_Records to process_:
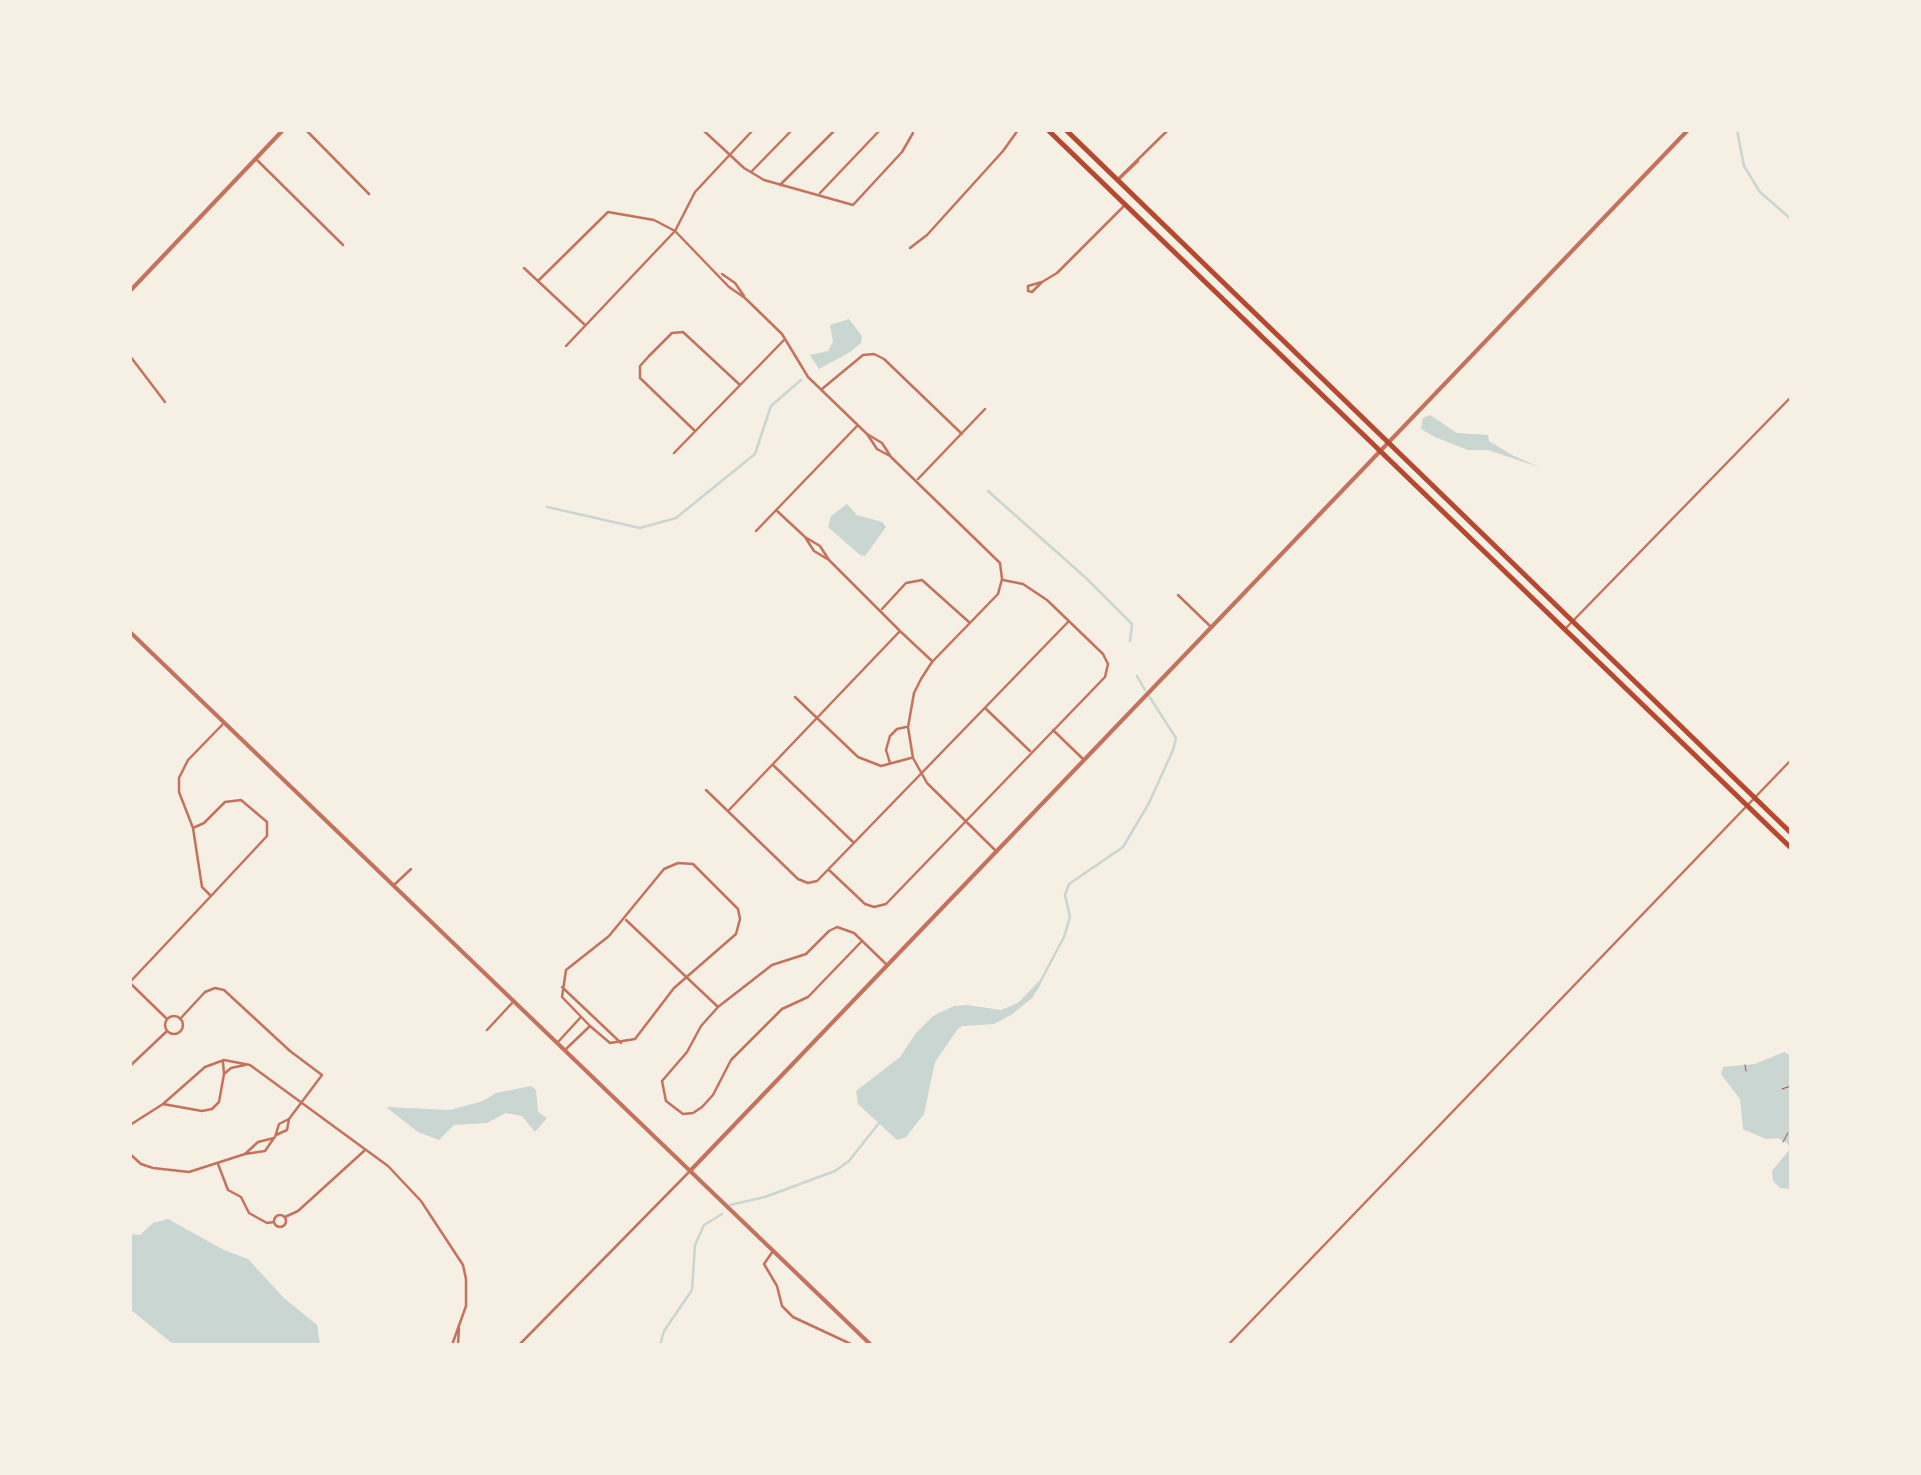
<!DOCTYPE html>
<html>
<head>
<meta charset="utf-8">
<style>
	body { margin:0 }
	#map { position:relative; width:1921px; height:1475px; overflow:hidden; background:#f6efe4; font-family:"Sofia Sans Condensed",sans-serif }
	canvas { display:block }
	.frame { position:absolute; inset:0; border:132px solid #f6efe4; pointer-events:none }
</style>
</head>
<body>
<div id="map">
<canvas width="1921" height="1475"></canvas>
<div class="frame"></div>
</div>
<script>
const ctx = document.querySelector('canvas').getContext('2d');
ctx.lineJoin = 'round';
function fillPath(path, color) { ctx.fillStyle = color; ctx.fill(path, 'evenodd'); }
const poly = rows => new Path2D(rows.map(r => 'M' + r).join(''));
function stroke(path, color, width, dash) { ctx.strokeStyle = color; ctx.lineWidth = width; ctx.lineCap = dash ? 'butt' : 'round'; ctx.setLineDash(dash || []); ctx.stroke(path); }
fillPath(poly([
	[849,319,862,336,861,343,850,352,819,369,810,355,828,351,833,342,830,325],
	[1430,415,1457,433,1488,435,1489,441,1512,455,1539,467,1488,450,1468,450,1435,437,1421,429,1423,418],
	[847,504,857,515,882,522,886,527,865,556,860,555,828,527,831,516],
	[1038,982,1041,984,1032,998,1011,1015,994,1024,962,1026,957,1030,935,1062,924,1114,906,1137,897,1140,858,1104,856,1091,900,1057,916,1033,933,1016,954,1006,967,1005,1001,1010,1018,1003],
	[1784,1052,1791,1056,1791,1189,1780,1188,1773,1181,1772,1171,1790,1149,1788,1144,1778,1138,1766,1139,1743,1129,1740,1099,1721,1074,1723,1067,1755,1064],
	[531,1086,536,1090,538,1112,547,1118,535,1132,522,1116,506,1113,487,1123,454,1125,439,1140,418,1132,386,1107,450,1110,483,1101,496,1093],
	[168,1219,224,1250,248,1259,284,1298,317,1325,320,1345,174,1345,130,1309,130,1234,140,1235,153,1223]
]), '#c9d6d2');
stroke(poly([
	[1737,130,1744,166,1760,192,1791,219],
	[988,491,1086,578,1132,624,1130,641],
	[547,507,640,528,676,518,755,454,771,406,801,380],
	[1137,676,1145,690],
	[1038,986,1064,937,1070,917,1065,895,1069,884,1123,847,1149,803,1173,750,1176,738,1149,696],
	[730,1205,765,1197,835,1171,849,1161,879,1123],
	[660,1345,664,1331,692,1290,695,1245,704,1225,722,1214]
]), '#c9d6d2', 2.5);
stroke(poly([
	[1745,1065,1746,1071],
	[1782,1089,1791,1086],
	[1783,1142,1788,1133]
]), '#b5482f', 1);
stroke(poly([
	[306,130,369,194],
	[703,130,744,168,764,180,853,205,902,152,913,133],
	[753,130,695,192,675,231,729,287,745,298,782,334,808,377,867,434,877,449,890,456],
	[257,160,343,245],
	[751,172,792,130],
	[1118,179,1168,130],
	[1119,179,1138,161],
	[780,185,835,130],
	[820,193,880,130],
	[910,248,927,235,1003,151,1018,130],
	[524,268,585,325],
	[722,274,735,283,744,296],
	[538,281,608,212,654,220,675,231,566,346],
	[1042,282,1057,273,1124,206],
	[1042,282,1032,292,1028,291,1028,286,1042,282],
	[130,356,165,402],
	[822,389,863,355,874,354,884,359,962,434],
	[695,431,640,378,640,366,649,356,672,333,683,332,740,385],
	[867,434,882,443,891,457,1000,563,1002,579,998,594,932,662,921,679,914,693,908,727,913,758,927,783,996,851],
	[674,453,785,339],
	[918,479,985,409],
	[776,510,804,536],
	[756,531,857,426],
	[1178,595,1210,626],
	[882,609,906,583,922,580,970,623],
	[1566,628,1791,397],
	[901,632,932,661],
	[795,697,858,757,881,766,911,758],
	[985,708,1030,751],
	[1053,730,1083,759],
	[890,763,886,750,890,736,897,729,906,727],
	[773,765,853,842],
	[706,790,798,879,808,883,817,881,1068,622],
	[729,810,900,631,829,560,814,551,805,537,820,546,829,560],
	[193,828,204,823,225,802,241,800,267,822,267,836,211,896,202,887,193,828,179,792,179,778,188,760,224,723],
	[829,870,865,904,874,907,886,904,1105,677,1108,664,1103,654,1047,600,1023,584,1003,580],
	[394,885,411,869],
	[626,920,718,1007,772,965,806,954,829,931,837,927,854,933,887,965],
	[130,982,211,896],
	[130,983,166,1018],
	[562,987,621,1043],
	[718,1007,701,1026,687,1052,662,1081,666,1101,683,1114,693,1113,702,1107,713,1095,731,1060,782,1009,808,997,862,941],
	'165 1025a9 9 0 1 1 18 0a9 9 0 1 1-18 0Z',
	[180,1019,205,992,215,988,224,990,290,1051,322,1075,289,1119],
	[487,1030,513,1002],
	[558,1042,580,1018],
	[566,1049,590,1026,610,1043,635,1039,674,988,736,934,740,919,738,909,693,864,678,863,664,869,609,936,566,970,562,997,590,1026],
	[223,1062,224,1074,231,1068,245,1065],
	[130,1066,166,1032],
	[163,1104,202,1111,212,1109,219,1102,224,1074],
	[130,1125,163,1104,205,1067,224,1060,250,1065,388,1166,421,1201,463,1265,466,1279,466,1306,452,1345],
	[275,1137,279,1124,289,1119,287,1130,276,1135],
	[130,1154,141,1164,153,1168,189,1172,245,1154,265,1151,274,1138,258,1142,245,1154],
	[218,1164,228,1190,241,1197,249,1213,267,1223,274,1222],
	'274 1221a6 6 0 1 1 12 0a6 6 0 1 1-12 0Z',
	[285,1217,298,1211,364,1151],
	[773,1251,764,1264,777,1286,782,1306,793,1317,853,1345],
	[458,1345,459,1328],
	[519,1345,689,1172],
	[1228,1345,1791,760]
]), '#c5725c', 2.5);
stroke(poly([
	[130,291,283,130],
	[130,632,871,1345],
	[690,1171,1688,130]
]), '#c5725c', 4);
stroke(poly([
	[1048,130,1791,848],
	[1066,130,1791,833]
]), '#b5482f', 5);
</script>
</body>
</html>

_Work item_:
For every line above with the word "fillPath" in it, make a copy.

_Written answer_:
function fillPath(path, color) { ctx.fillStyle = color; ctx.fill(path, 'evenodd'); }
fillPath(poly([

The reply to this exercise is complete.